The man who conquered many skyscrapers without insurance and his followers (8 photos)
Harry Gardiner - the first person to conquer skyscrapers without insurance. The man and many of his followers were called "man-flies".
As they say now, his "trick" was that he could climb without any insurance in the most ordinary clothes on vertical walls of high-rise buildings, which have already begun to be actively built in the United States. On the photos below he hangs from one arm on the 24th floor of the Broadway hotel.
Harry began to trade in this occupation in 1905 and for his truly dizzying career successfully "conquered" more than 700 buildings in Europe and North America. In an interview with the Muscle Builder newspaper, he said:
“One hundred and twenty people imitating me died. It is simply impossible to rehearse your performance in advance. Every new building is a new unknown task. If you don't guess right answer, death will be waiting for you below.
It is said that the then President of the United States, Grover Cleveland, nicknamed him "the human fly." I’ll talk about Harry’s imitators a little lower, but for now I’ll explain why he did it at all. Well, fame and popularity - that's understandable. But it's also a matter of that his ascents always gathered crowds of onlookers, which means that he could them, in the meantime, to advertise a product or service.

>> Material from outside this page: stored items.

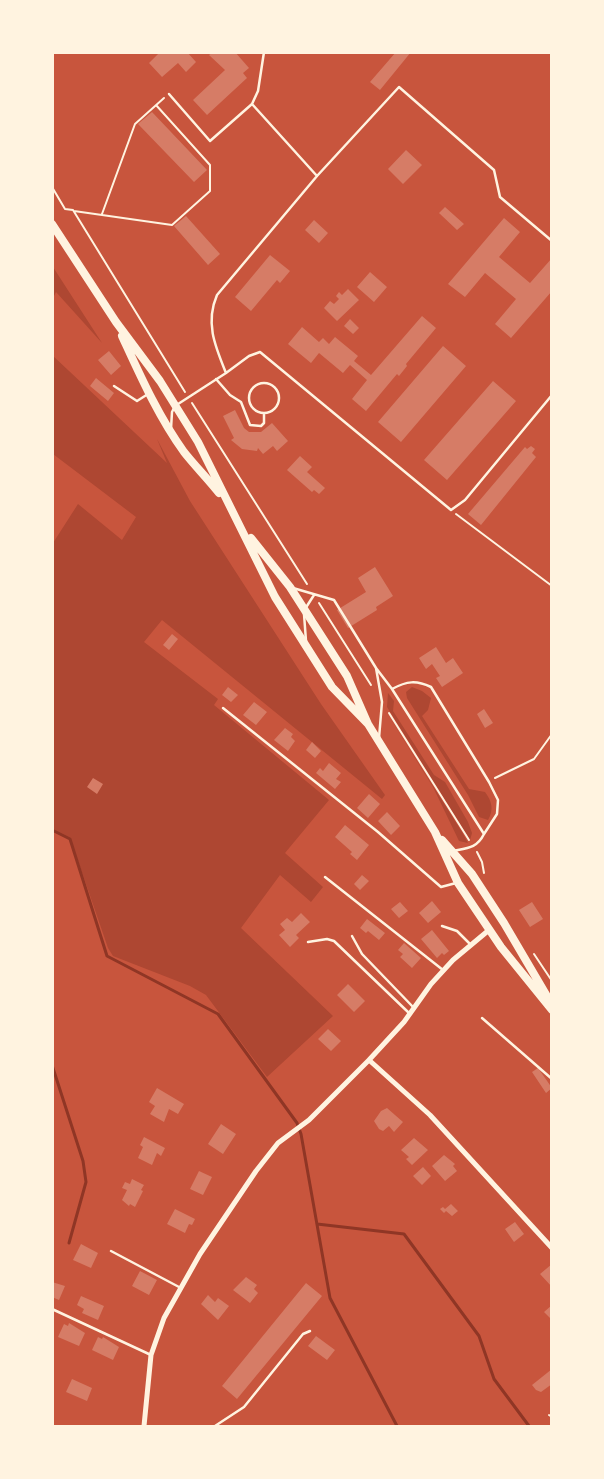 <!DOCTYPE html>
<style>
body{margin:0}
#map{position:relative;width:604px;height:1479px;overflow:hidden;background:#c8553d;font-family:Ubuntu,sans-serif}
canvas{display:block}
.frame{position:absolute;inset:0;border:54px solid #fff3e0;pointer-events:none}
</style>
<div id="map">
<canvas width="604" height="1479"></canvas>
<div class="frame"></div>
</div>
<script>
const g = document.querySelector('canvas').getContext('2d');
g.lineJoin = 'round';
function fillPath(path, color) {
  g.fillStyle = color;
  g.fill(path, 'evenodd');
}
function stroke(path, color, width, dash) {
  g.strokeStyle = color;
  g.lineWidth = width;
  g.lineCap = dash ? 'butt' : 'round';
  g.setLineDash(dash || []);
  g.stroke(path);
}
fillPath(new Path2D(`
 M53,267L102,343L56,292L53,298Z
 M52,355L167,463L157,439L190,501L321,704L385,795L382,799L162,620L144,642L218,699L214,705L329,800L285,853L323,887L311,902L280,875L241,928L333,1016L267,1077L206,995L190,986L113,956L108,948L75,852L69,839L53,829V543L78,504L122,540L136,517L53,454Z
 M412,687L422,691L431,698L428,710L422,716L469,789L485,792C492,801 494,810 488,820L479,817L468,795L407,698L406,692Z
 M388,693L394,701L393,711L434,775L445,782L468,822L472,833L470,840L387,707Z
 M390,718L462,832L468,843L459,841L433,787Z`), '#ae4732');
stroke(new Path2D(`
 M52,830L70,839L107,956L218,1014L297,1123L301,1134L330,1298L397,1426
 M52,1065L83,1161L86,1182L69,1243
 M317,1224L404,1234L479,1336L494,1379L529,1426`), '#8f3625', 3);
fillPath(new Path2D(`
 M160,52H187L196,62L186,72L178,63L162,77L149,63Z
 M213,52H235L249,68L243,73L247,78L207,115L193,100L225,70L209,55Z
 M396,52H411L380,90L370,82Z
 M152,112L207,170L194,182L138,124Z
 M406,150L422,165L403,184L388,169Z
 M445,207L464,224L457,230L439,213Z
 M186,216L220,254L208,265L174,226Z
 M504,218L520,232L499,257L530,283L552,258V291L511,338L495,324L516,299L485,273L465,297L448,284Z
 M314,220L328,233L319,243L305,230Z
 M270,255L290,271L280,283L277,280L251,311L235,297Z
 M370,272L387,287L374,302L357,287Z
 M348,289L359,300L337,321L324,308L330,301L334,304L339,299L336,296L339,292L342,295Z
 M422,316L436,328L406,364L407,366L399,376L397,374L366,411L352,399L367,380L350,365L343,373L319,353L311,363L288,344L302,327L319,342L323,338L329,344L335,337L358,356L354,361L371,375Z
 M350,319L359,328L353,334L344,326Z
 M443,346L466,366L401,442L378,422Z
 M109,351L121,366L111,375L98,360Z
 M96,378L114,393L108,401L90,386Z
 M493,381L516,401L447,480L424,460Z
 M235,410L244,428L249,432H261L272,423L288,441L277,451L273,446L263,454L258,448L257,451L242,449L231,440L234,438L223,416Z
 M531,446L535,449L532,453L536,457L481,525L468,514L525,447L527,449Z
 M300,456L312,467L307,472L325,488L319,494L314,490L312,492L287,470Z
 M375,567L393,596L376,607L377,610L348,628L337,610L366,592L358,578Z
 M172,634L178,639L169,650L163,645Z
 M436,647L446,663L453,658L463,673L442,687L436,678L440,676L432,664L426,669L419,658Z
 M228,687L238,695L231,702L222,695Z
 M254,702L267,712L256,725L243,715Z
 M484,709L493,723L485,728L477,714Z
 M285,728L293,734L291,737L295,741L288,751L274,740Z
 M312,742L321,751L315,758L306,750Z
 M329,763L341,773L336,779L341,782L335,789L316,773L320,768L323,771Z
 M93,778L103,784L97,794L87,787Z
 M369,794L380,804L368,818L357,808Z
 M387,812L400,826L391,835L378,821Z
 M345,825L369,845L357,860L350,854L352,852L335,837Z
 M362,875L369,881L360,890L354,884Z
 M432,901L441,912L428,923L419,913Z
 M400,902L408,911L399,918L391,909Z
 M532,902L543,919L530,927L519,910Z
 M301,913L310,922L296,935L299,938L290,947L279,935L285,930L280,924L287,918L292,922Z
 M367,919L385,933L379,940L368,931L366,933L360,928Z
 M432,930L449,951L444,955L442,953L437,958L421,939Z
 M404,943L421,958L412,968L400,957L403,954L398,950Z
 M348,984L365,1001L354,1012L337,995Z
 M328,1029L341,1041L331,1051L318,1039Z
 M538,1068L552,1088L546,1093L532,1072Z
 M157,1088L184,1104L178,1114L169,1109L164,1122L150,1114L155,1106L149,1102Z
 M387,1108L403,1122L394,1132L389,1126L383,1131L379,1129L374,1121L381,1111Z
 M221,1124L236,1134L223,1154L208,1144Z
 M144,1137L165,1148L161,1156L157,1153L152,1165L138,1158L143,1147L140,1145Z
 M414,1138L428,1150L412,1165L406,1159L409,1157L401,1150Z
 M444,1155L455,1164L453,1166L457,1171L445,1181L432,1166Z
 M423,1167L431,1176L422,1185L413,1176Z
 M199,1171L212,1177L203,1195L190,1189Z
 M132,1179L144,1185L141,1190L143,1191L135,1207L130,1204L129,1206L122,1200L127,1190L122,1188L125,1182L130,1184Z
 M451,1204L458,1211L452,1216L446,1211L444,1213L440,1209L443,1207L445,1209Z
 M175,1209L195,1219L192,1225L189,1224L185,1233L167,1224Z
 M515,1222L524,1234L514,1242L505,1229Z
 M81,1244L98,1253L91,1268L73,1260Z
 M552,1264V1287L540,1274Z
 M140,1271L157,1280L149,1295L132,1286Z
 M246,1277L257,1285L254,1289L258,1293L250,1303L233,1290Z
 M52,1282L65,1286L59,1300L52,1297Z
 M306,1283L322,1296L237,1399L222,1386Z
 M208,1295L215,1302L218,1298L229,1306L218,1320L201,1304Z
 M81,1296L104,1306L98,1320L82,1313L84,1309L77,1305Z
 M552,1305V1320L544,1312Z
 M69,1323L85,1333L79,1346L58,1337L64,1324L68,1326Z
 M316,1336L335,1350L327,1360L308,1346Z
 M98,1337L102,1339L103,1337L119,1347L113,1360L92,1350Z
 M552,1369V1384L541,1392L536,1390L532,1385Z
 M72,1379L92,1388L87,1401L66,1392Z`), '#d67c66');
stroke(new Path2D(`
 M52,187L65,209L73,210L185,392
 M74,211L172,225L210,191V165L156,105
 M102,214L135,124L164,98
 M192,403L307,584
 M456,514L552,586
 M319,603L371,685
 M389,713L469,840
 M495,778L534,759L552,734
 M477,852L482,862L484,873
 M534,954L552,981
 M549,1415L552,1417`), '#fff3e0', 2);
stroke(new Path2D(`
 M264,52L258,91L252,104L317,176
 M169,94L210,141L252,104
 M226,373L249,356L260,352L451,510L465,500L552,395
 M216,379L230,395L241,402L250,425L261,426L264,423V413
 M249 398a15 15 0 1 1 30 0a15 15 0 1 1-30 0Z
 M114,386L137,401L148,394
 M171,429L172,412L175,406L226,373C215,346 205,323 217,295L317,176L399,87L494,170L500,197L552,241
 M293,588L334,600L376,668L382,702L379,738
 M305,609L314,595
 M304,614L306,641
 M376,668L392,689L484,834C477,848 468,848 453,851
 M392,689C407,681 416,680 431,687L489,782L498,800L497,814L484,834
 M223,708L378,832L441,887L456,883
 M325,877L443,970
 M442,926L457,931L471,945
 M352,936L362,954L414,1008
 M308,942L327,939L334,941L409,1013
 M482,1018L552,1079
 M111,1251L179,1287
 M52,1309L151,1355
 M215,1426L244,1407L303,1334L310,1331`), '#fff3e0', 2.5);
stroke(new Path2D(`
 M369,1060L430,1115L552,1248
 M144,1426L151,1355L164,1318L200,1254L256,1171L278,1143L309,1120L369,1060L404,1022L431,984L453,960L489,930`), '#fff3e0', 5);
stroke(new Path2D(`
 M52,224L116,322L160,381L198,442L275,597L332,687L368,724
 M122,336C140,375 158,416 184,452C195,466 208,479 219,493
 M251,538L290,587L347,676L368,724L435,832L458,883L501,947L552,1010
 M442,840L472,874L504,923L551,1003`), '#fff3e0', 8);
</script>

As a rule, he and subsequent "fly people" advertised banks, films and, of course, insurance companies. Of course!
Just as an example. On November 11, 1918, Gardiner climbed the Bank of Hamilton building, to celebrate the end of World War I. Climbing up the wall building, the man, who was then 47 years old, stuck his head into open window, signed an insurance policy, and also purchased a bond on 1000 dollars. Can you imagine the attention the Bank received afterwards? Hamilton, if a crowd like this was watching below:
And the culmination of his career was September 1916 in Detroit, when over 150,000 citizens came to watch him climb the 14-story Majestic Building.
See Harry? And he is!
As mentioned above, Gardiner's success in this field spawned a swarm of, pardon the pun, "human flies". And to bypass your mastermind and draw attention to your person, to them I had to go even further. For example, in the photo below, a certain John Reynolds balances on chairs at the very edge of the roof:
1920
And this is a later follower named George Willig in May 1977 climbs the 110-story South Tower of the World mall in New York:
At the time, it was the third largest building in the world. True, George already had some insurance, and at the very top of his already the police were waiting to arrest. By that time, such "amateur" has long been banned.
When this law was passed in the USA, our main character Harry Gardiner moved to Europe, where he continued to perform in this genre until until 1926. Then he suddenly disappeared. Later it was said that the man matching his description was found lifeless at the foot of Eiffel Tower in Paris in 1933. But it is not known for certain whether is it actually Harry "The Fly Man" himself or some unlucky tourist.